The annual meetings of the IMF and of the World Bank in Istanbul ended in a climate of repression. For the second consecutive day, the 10,000 policemen who had been called upon for the occasion used water cannons, tear gas and tanks against demonstrators. The same scenario had been played out at the G20 summit in Pittsburgh, where demonstrations against this G8 substitute were also violently repressed by police forces. The IMF and the WB held these controversial meetings only days after the G20’s decision to change the voting rights within these two institutions: 5% of the IMF quotas and 3% of the voting rights at the WB assembly are to be transferred to emerging and developing countries by January 2011. The current voting system was challenged both by countries of the South and by social movements: it relies on the “1 dollar = one vote” rule, contrary to the UN General Assembly where each country has only one vote.
For the IMF’s Managing Director, the French socialist Dominique Strauss-Kahn, these are “historic decisions”. Yet for CADTM, this is but a grim joke. Indeed, this modification does not change the power relationships within the two institutions at all. For instance, China, one of the main beneficiaries of the change, now has about 3% of the voting rights, far behind the United States, which holds over 16%, giving it de facto veto power on all major decisions. The Rwanda group, representing 24 Subsaharan African countries and some 225 million people, holds 1.39 % of the voting rights! No need to be a keen mathematician to understand that these media-hyped pseudo-reforms will not turn the IMF and the WB into democratic organisations. Can they ever become democratic considering that the present system cannot be changed without the US’s consent? To make things worse, since 1944, according to a tacit agreement, the WB’s President has always been a US citizen while the director of the IMF has always been a European. Such power-sharing combined with a deeply antidemocratic allocation of voting rights is evidence that the IMF and the WB are tools in the hands of Western powers in order to impose self-serving policies upon the rest of the world.

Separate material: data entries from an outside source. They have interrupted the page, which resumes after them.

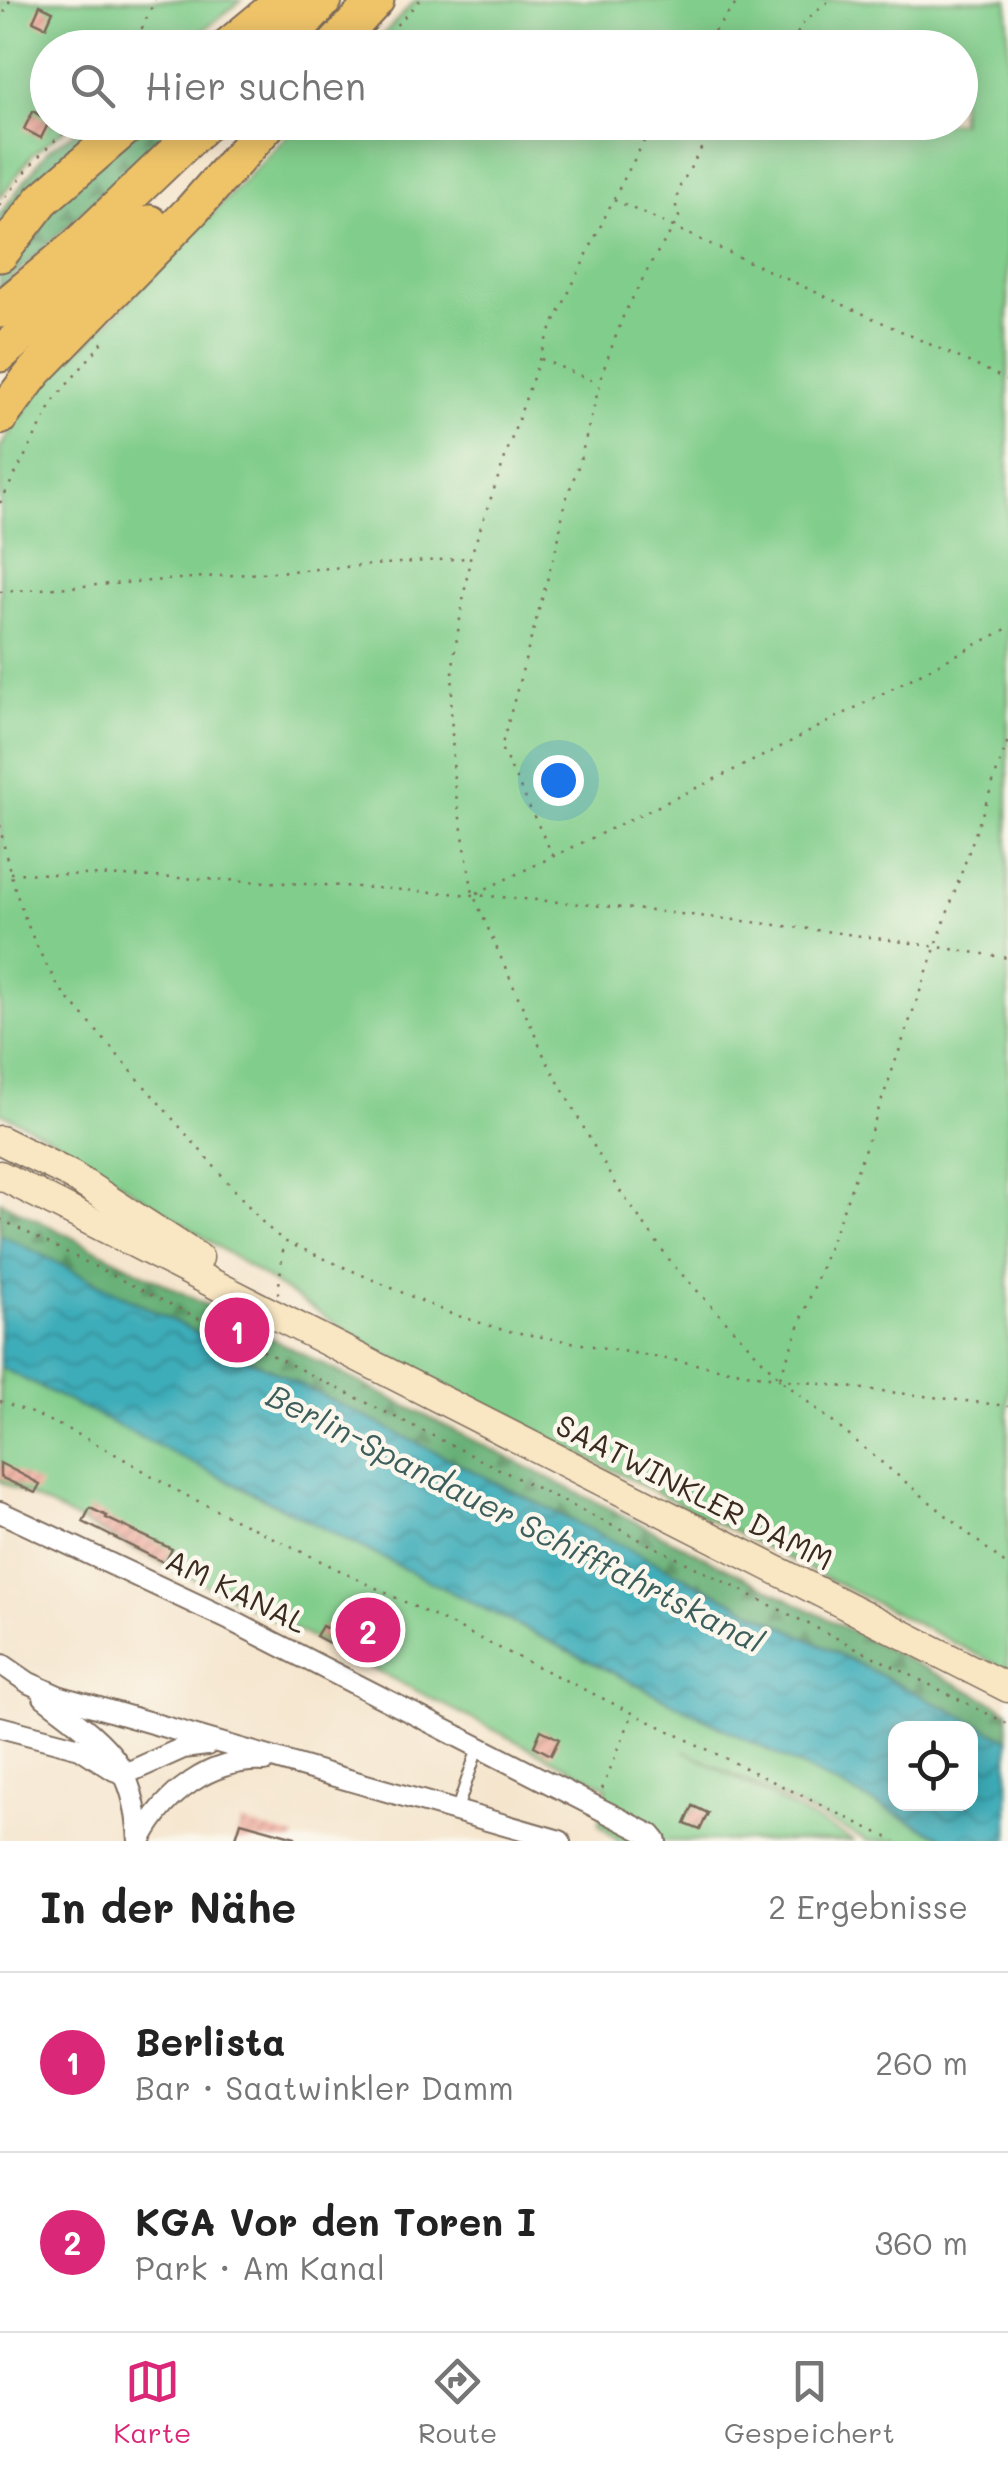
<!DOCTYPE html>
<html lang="de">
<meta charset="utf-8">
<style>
:root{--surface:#fff;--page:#f2f2f2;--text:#222;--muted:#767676;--line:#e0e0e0;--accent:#db2777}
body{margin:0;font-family:Mali,sans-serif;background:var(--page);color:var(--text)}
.controls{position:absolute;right:30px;bottom:30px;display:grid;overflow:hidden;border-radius:20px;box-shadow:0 5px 25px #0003}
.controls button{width:90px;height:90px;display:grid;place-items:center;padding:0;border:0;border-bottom:2px solid var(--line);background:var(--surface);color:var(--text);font:50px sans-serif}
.you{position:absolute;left:558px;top:780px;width:35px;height:35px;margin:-25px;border:8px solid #fff;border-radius:50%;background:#1a73e8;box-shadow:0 0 0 15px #1a73e833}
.badge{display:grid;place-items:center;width:65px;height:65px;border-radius:50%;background:var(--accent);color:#fff;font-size:32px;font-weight:700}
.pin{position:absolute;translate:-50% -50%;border:5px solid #fff;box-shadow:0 2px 10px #0006}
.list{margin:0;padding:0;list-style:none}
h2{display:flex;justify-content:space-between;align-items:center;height:130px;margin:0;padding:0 40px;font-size:42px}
h2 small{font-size:32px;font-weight:400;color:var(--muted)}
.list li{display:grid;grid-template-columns:65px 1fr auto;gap:30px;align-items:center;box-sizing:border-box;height:180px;padding:0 40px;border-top:2px solid var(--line)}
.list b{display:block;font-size:38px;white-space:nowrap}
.list p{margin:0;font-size:32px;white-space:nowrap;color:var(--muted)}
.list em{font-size:32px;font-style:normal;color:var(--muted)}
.icon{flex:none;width:55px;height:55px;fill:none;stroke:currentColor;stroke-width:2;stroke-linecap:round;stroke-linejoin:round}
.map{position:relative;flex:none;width:1008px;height:1841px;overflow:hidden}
.search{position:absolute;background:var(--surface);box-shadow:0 5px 25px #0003;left:30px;right:30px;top:30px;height:110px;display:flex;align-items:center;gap:25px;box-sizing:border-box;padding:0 35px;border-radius:55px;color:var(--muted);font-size:38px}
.sheet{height:490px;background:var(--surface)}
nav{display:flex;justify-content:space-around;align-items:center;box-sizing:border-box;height:140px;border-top:2px solid var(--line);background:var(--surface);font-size:28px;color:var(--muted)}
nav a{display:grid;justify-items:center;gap:5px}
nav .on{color:var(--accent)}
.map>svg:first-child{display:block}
.green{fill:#81cd8b;stroke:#5e7c54;stroke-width:2.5}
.forest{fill:url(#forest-firs);stroke:#526d4a;stroke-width:2.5}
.water{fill:url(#water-waves);stroke:#3c6c6c;stroke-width:2.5;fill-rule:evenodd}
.building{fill:url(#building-hatch)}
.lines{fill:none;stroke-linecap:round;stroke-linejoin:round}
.service-casing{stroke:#7c6b5b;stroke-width:14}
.minor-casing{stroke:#7c6b5b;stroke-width:24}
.secondary-casing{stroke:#7c6b5b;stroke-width:31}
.motorway-casing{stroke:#7c6b5b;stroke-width:39}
.path{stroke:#7c6b5b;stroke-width:2.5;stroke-dasharray:2.5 8;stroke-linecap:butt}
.service{stroke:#fff;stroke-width:10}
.minor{stroke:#fff;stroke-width:20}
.secondary{stroke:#f9e7c3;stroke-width:28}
.motorway{stroke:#efc469;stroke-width:35}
.labels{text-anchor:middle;stroke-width:9;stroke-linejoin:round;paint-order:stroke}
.street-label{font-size:30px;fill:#3b2a1e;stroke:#fbf7ec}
.water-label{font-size:32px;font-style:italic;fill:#3c5e5c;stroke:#fbf7ec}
</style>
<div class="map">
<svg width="1008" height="1841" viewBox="0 0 1008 1841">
<defs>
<pattern id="forest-firs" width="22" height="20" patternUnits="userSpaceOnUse" patternTransform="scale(2.5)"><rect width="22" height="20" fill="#68b077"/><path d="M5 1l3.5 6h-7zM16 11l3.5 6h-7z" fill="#578f61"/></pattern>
<pattern id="water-waves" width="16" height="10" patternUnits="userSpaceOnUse" patternTransform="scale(2.5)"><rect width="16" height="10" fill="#3dadb9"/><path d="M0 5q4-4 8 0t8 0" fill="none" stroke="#348d96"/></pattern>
<pattern id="building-hatch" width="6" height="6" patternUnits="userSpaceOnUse" patternTransform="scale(2.5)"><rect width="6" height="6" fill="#eea698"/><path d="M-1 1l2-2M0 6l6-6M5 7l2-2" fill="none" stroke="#c2877b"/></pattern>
</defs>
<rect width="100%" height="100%" fill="#fbf7ec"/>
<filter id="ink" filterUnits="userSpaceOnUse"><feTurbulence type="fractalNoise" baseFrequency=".01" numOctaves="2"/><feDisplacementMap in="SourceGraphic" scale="20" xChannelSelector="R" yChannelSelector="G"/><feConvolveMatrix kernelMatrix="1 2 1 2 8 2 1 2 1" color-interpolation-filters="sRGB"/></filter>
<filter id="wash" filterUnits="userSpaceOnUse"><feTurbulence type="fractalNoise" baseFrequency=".0048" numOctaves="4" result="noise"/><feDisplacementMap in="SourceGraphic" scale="40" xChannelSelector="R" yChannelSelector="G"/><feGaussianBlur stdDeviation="2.25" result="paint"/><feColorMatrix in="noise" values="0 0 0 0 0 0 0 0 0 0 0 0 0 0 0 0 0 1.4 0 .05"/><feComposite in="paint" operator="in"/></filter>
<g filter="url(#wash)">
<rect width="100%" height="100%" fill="#f5e5cd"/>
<g class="green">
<path d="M0 0H242L182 47 48 48V122L73 123 33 154 0 198Z"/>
<path d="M416 0H1008V1670L379 1352 55 1140 0 1112V448L42 385 120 310 299 123 960 122V48L371 47Z"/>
<path d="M0 1367 950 1841H868L683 1750 854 1841H618L599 1824 607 1787 0 1481Z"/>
</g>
<g class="forest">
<path d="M88 123H178L0 289V214L48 150Z"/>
<path d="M0 1201 1008 1710V1739L0 1234Z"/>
</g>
<path class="water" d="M0 1234 1008 1739V1841H950L0 1367ZM896 1728H970V1804H896Z"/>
<g id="blocks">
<g class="building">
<path d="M40 5 53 11 46 27 33 21Z"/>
<path d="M33 111 49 122 41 138 24 129Z"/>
<path d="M0 1463 40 1484 35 1493 0 1477Z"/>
<path d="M90 1508 107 1516 106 1518 172 1549 165 1563 83 1522Z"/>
<path d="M322 1626 337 1633 331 1644 316 1636Z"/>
<path d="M541 1730 559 1739 551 1755 534 1746Z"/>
<path d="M693 1806 708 1813 700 1830 685 1824Z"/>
<path d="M241 1822 295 1837V1841H235Z"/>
</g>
</g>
</g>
<g filter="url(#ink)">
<use href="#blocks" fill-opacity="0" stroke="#7c6b5b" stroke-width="2.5"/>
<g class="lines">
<defs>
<path id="service" d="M456 1812 478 1748"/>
<g id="minor">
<path d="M0 1512 230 1620 651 1835 656 1841"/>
<path d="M3 1665 29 1683 58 1696 560 1841"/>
<path d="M44 1697C105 1744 134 1759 139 1841"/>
<path d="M0 1727 80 1748 114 1770 125 1774 183 1748 207 1745"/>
<path d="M141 1839C165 1793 211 1758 265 1761"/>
</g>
<g id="secondary">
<path d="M0 1140 71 1175 199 1258"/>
<path d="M0 1175 1008 1688"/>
</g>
<g id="motorway">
<path d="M226 48 284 0"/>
<path d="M282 48 324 0"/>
<path d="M332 48 376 0"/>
<path d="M0 254 42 200 132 122"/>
<path d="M0 310 76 247 207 122"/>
<path d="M0 354 150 223"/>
<path d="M0 417 35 371 192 210 270 122"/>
</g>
</defs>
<use href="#service" class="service-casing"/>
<use href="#minor" class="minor-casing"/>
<use href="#secondary" class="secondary-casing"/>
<use href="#motorway" class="motorway-casing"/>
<g class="path">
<path d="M0 22 10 0"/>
<path d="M133 48 155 0"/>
<path d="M189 48 200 39"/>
<path d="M375 48 420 0"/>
<path d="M701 48 739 0"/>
<path d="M782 48 797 34 805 21 830 0"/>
<path d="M654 122 613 200 546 340 470 558 454 656 451 709 454 783 473 894 545 1058 615 1184 674 1266 780 1379 1008 1566"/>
<path d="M292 136 304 122"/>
<path d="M614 200 1008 380"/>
<path d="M0 206C24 173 44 145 79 122"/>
<path d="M541 359 598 383"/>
<path d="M0 503 55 399 107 337"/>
<path d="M0 592 468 558"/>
<path d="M0 825C10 883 29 940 61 990L265 1225 284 1241 449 1313 503 1330 780 1379 1008 1406"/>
<path d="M553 856 501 748 559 537 564 505 579 464 604 368 624 314 655 256 674 227 679 217 676 206 678 190 716 122"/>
<path d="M10 873C344 880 678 904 1008 958"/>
<path d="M477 893 765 755 1008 628"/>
<path d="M0 1219 1008 1724"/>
<path d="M278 1294 284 1242"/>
<path d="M780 1377 850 1191 1008 740"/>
<path d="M0 1401C60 1422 120 1455 173 1489L895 1841"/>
<path d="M602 1789 633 1713"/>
</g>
<use href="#service" class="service"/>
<use href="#minor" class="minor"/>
<use href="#secondary" class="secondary"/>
<use href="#motorway" class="motorway"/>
</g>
</g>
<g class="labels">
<g class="street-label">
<text transform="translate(694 1493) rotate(27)" y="10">SAATWINKLER DAMM</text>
<text transform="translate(236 1592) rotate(26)" y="10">AM KANAL</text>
</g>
<g class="water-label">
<text transform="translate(515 1519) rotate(27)" y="11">Berlin-Spandauer Schifffahrtskanal</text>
</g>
</g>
</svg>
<div class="controls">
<button><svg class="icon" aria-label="locate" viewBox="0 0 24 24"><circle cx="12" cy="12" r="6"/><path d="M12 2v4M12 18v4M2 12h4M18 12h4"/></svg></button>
</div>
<div class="you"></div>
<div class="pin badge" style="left:237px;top:1330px">1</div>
<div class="pin badge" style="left:368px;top:1630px">2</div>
<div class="search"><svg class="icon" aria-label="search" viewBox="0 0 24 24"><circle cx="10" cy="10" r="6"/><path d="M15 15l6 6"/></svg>Hier suchen</div>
</div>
<section class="sheet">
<h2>In der Nähe<small>2 Ergebnisse</small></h2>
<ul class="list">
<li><span class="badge">1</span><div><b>Berlista</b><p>Bar · Saatwinkler Damm</p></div><em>260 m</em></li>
<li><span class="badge">2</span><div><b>KGA Vor den Toren I</b><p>Park · Am Kanal</p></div><em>360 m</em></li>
</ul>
</section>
<nav>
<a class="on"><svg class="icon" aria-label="map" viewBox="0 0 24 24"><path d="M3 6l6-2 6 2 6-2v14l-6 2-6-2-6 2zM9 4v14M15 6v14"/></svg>Karte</a>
<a><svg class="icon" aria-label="directions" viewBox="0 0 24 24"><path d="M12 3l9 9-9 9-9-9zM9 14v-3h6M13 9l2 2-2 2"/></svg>Route</a>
<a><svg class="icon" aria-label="saved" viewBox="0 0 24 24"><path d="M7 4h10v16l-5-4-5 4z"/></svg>Gespeichert</a>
</nav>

After a severe crisis of legitimacy the WB and the IMF have been given a new lease of life thanks to the global crisis. From 2004 to 2008, a significant rise in commodity prices increased the currency reserves of some developing countries, which could then repay their debts to these creditors in advance and thus shake off their cumbersome guardianship. But since the end of 2008, the global crisis has radically changed the situation. The list of badly hit countries keeps getting longer and the G20 has restored the IMF and the WB as key actors in the global game. Romania yielded to IMF pressure and implemented anti-welfare policies such as a 15% cut in civil servants’ incomes, in order to receive a loan to deal with short-term emergencies. The same has occurred in about fifteen countries since 2008. The World Bank has benefited from the environment crisis by setting set up several climate investment funds, though it continues to finance deforestation and mining projects. Over the course of 2008, funds for clean energy were five times lower than those dedicated to non-renewable energy, the amount of which rose by over 165%. [1]
Next, the G20, a self-proclaimed global regulation authority, played a decisive part in the attempt to restore the IMF’s legitimacy as it trebled the resources made available to this institution at the London summit last April and enlarged its missions as an outcome of the Pittsburgh summit. The IMF has thus been placed at the heart of efforts to monitor the global economy “to promote international financial stability and to strengthen economic growth”. At the Istanbul summit it was decided to “reassess the IMF’s mandate to include all macroeconomic policies and policies related to the financial industry that influence global economic stability.” It will thus have to “recommend economic policies to countries, which will have to take adapted corrective measures”. It’s easy to guess what the IMF’s recommendations will be. In June 2009 the IMF commented on policies implemented in the Euro zone: “measures taken to support shorter working hours and raise social benefits—while important to shore up incomes and keep the labour force attached to the labour market—should have built-in reversibility”. [2] The WB report “Doing Business 2010” is even more explicit since it warns countries against social protection programmes and calls governments that develop them ‘anti-competitive’. [3] In spite of its repeated failures, the Washington Consensus, a kind of code for neoliberalism, still is the IMF’s and the WB’s tall order to countries that ask for their ’help’.
Yet the failure of structural adjustment policies implemented in countries of the South since the 1982 debt crisis should have been sufficient to censure them: poverty and inequalities have grown while the issue of debt is anything but solved. Worse still, a new crisis of debt is brewing, which will increase the proportion of national budgets dedicated to repaying creditors. This will happen unless governments decide to suspend payment so as to meet fundamental human needs and to launch a large-scale audit of their debts in order to unconditionally cancel the illegitimate portion of them, which did not benefit the people. An audit of this kind would be a first and crucial challenge to the grizzly policies enforced by the IMF and the WB. We must now demand that they be replaced by institutions that truly care for the people’s interest.